Havia tempo que o
Brasil não conhecia manifestações populares de protesto e insatisfação como
aquelas que vimos nesses dias passados. Será que o “gigante pela própria
natureza” resolveu se levantar do “berço esplêndido” em que jazia
“eternamente”?
As manifestações
tiveram início em São Paulo
(SP), com o protesto de combater o aumento do valor do bilhete do transporte
coletivo urbano. Logo, estenderam-se para outras capitais do Brasil. A
reivindicação pela redução da passagem foi atendida, depois de alguns dias; mas
as manifestações, inicialmente, sobretudo de estudantes, só foram aumentando em
volume e extensão. E já não eram mais apenas jovens: também pessoas adultas,
idosas e até crianças.
Os motivos do
protesto que quer ser político, mas não partidário, passaram a ser os mais
diversos: corrupção e desperdício no uso do dinheiro público, estádios
suntuosos e interesses “esportivos” pouco transparentes em vez de hospitais,
escolas, mais infraestrutura de transportes urbanos; contra a politização da justiça
e tantos outros motivos foram expressos em palavras de ordem de lideranças
pouco identificáveis, ou cartazes improvisados nos cortejos dos manifestantes.
O que querem
mesmo esses manifestantes que enchem ruas, praças e rodovias, ameaçam tomar
símbolos do poder, como os palácios do governo ou câmaras legislativas? “Não é
por 0,20 centavos”, lia-se em muitos cartazes. Por certo, o aumento das
passagens do transporte coletivo urbano foi apenas a gota d’ água que fez
transbordar a medida, que já andava cheia, mas não se percebia, nem se queria
levar a sério o grau de insatisfação da Nação verde-amarela.
O povo, sobretudo
os jovens, cansou-se de ouvir falar em corrupção, impunidade, falta de reforma
política, povo que continua pobre na “5ª economia do mundo”... Quem disse que
os jovens só querem navegar na “rede” e trocar mensagens cifradas, mantendo-se
alienados da realidade que os cerca, estava bem equivocado. De um momento a
outro, a indignação explodiu e se derramou de maneira ruidosa pelas ruas. Sem saber
bem verbalizar a insatisfação que experimentam, adolescentes e jovens dizem,
simplesmente: “Não dá mais; temos que fazer alguma coisa; vamos mudar o
Brasil”...
Mas nos cortejos
das manifestações pacíficas também apareceram os oportunistas nada pacíficos e
pouco interessados em protestar, mas em extravasar com violência, ou em
promover atos de vandalismo e depredação do patrimônio público e privado.

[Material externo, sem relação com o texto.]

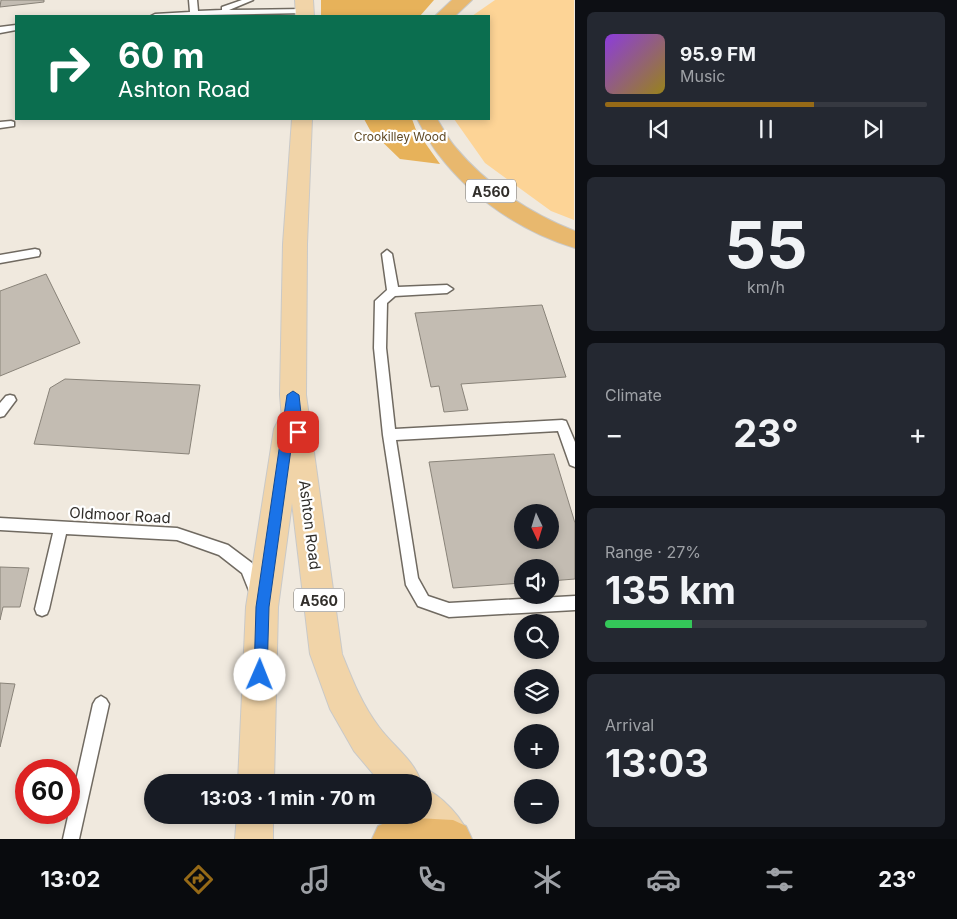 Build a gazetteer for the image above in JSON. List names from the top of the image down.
{
  "streets": {
    "highway": ["A560"],
    "main road": ["Ashton Road"],
    "lane": ["Oldmoor Road"]
  },
  "crossings": [
    ["Oldmoor Road", "Ashton Road"]
  ],
  "parks": ["Crookilley Wood"],
  "north": "bottom",
  "page": {
    "turn": ["60 m", "Ashton Road"],
    "song": ["95.9 FM", "Music"],
    "tile": [
      ["55", "km/h"],
      "Climate",
      ["Range · 27%", "135 km"],
      ["Arrival", "13:03"]
    ],
    "heat": ["−", "23°", "+"],
    "map_buttons": ["+", "−"],
    "limit": "60",
    "trip": "13:03 · 1 min · 70 m",
    "tabs": ["13:02", "23°"]
  }
}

Lamentavelmente, além dos danos materiais causados, esses antissociais também
roubam a cena e ameaçam o caráter cívico das manifestações. Felizmente, houve
uma clara repulsa desses atos por conta dos manifestantes.
O fenômeno dos
protestos estendeu-se a todo o Brasil, mesmo a cidades médias e pequenas. Não
foi só pelo poder convocatório e contagiante das mídias sociais, mas pela
vontade de mudar o Brasil para melhor. Como fazer? Ainda não se sabe bem como.
Não se quis dar conotação partidária às manifestações, nem cunho institucional,
mas estritamente popular: as massas querem falar; povo não identificável com partidos,
ideologias, siglas e bandeiras, que acredita ser possível melhorar o Brasil,
mas não se sente identificado com o andar das coisas, nem com discursos e
estatísticas oficiais... Como vão conseguir isso? Ainda não se vê claro.
O certo é que o
Brasil “real” está mostrando insatisfação com o Brasil “institucional”. Susto
para os políticos!
Barbas de molho
para os que ainda achavam que o Gigante está “deitado eternamente em berço
esplêndido!” Erro de cálculo para quem acha que estádios caros e suntuosos para
a Copa do Mundo são a melhor política pública, porque enchem o povo de ufanismo
campeão do mundo! O povo está cobrando um Brasil mais sério e justo para todos.
Futebol, carnaval e internet já não bastam. Os jovens torcem por um presente de
grandeza real para a Pátria amada idolatrada! Que sejam ouvidos.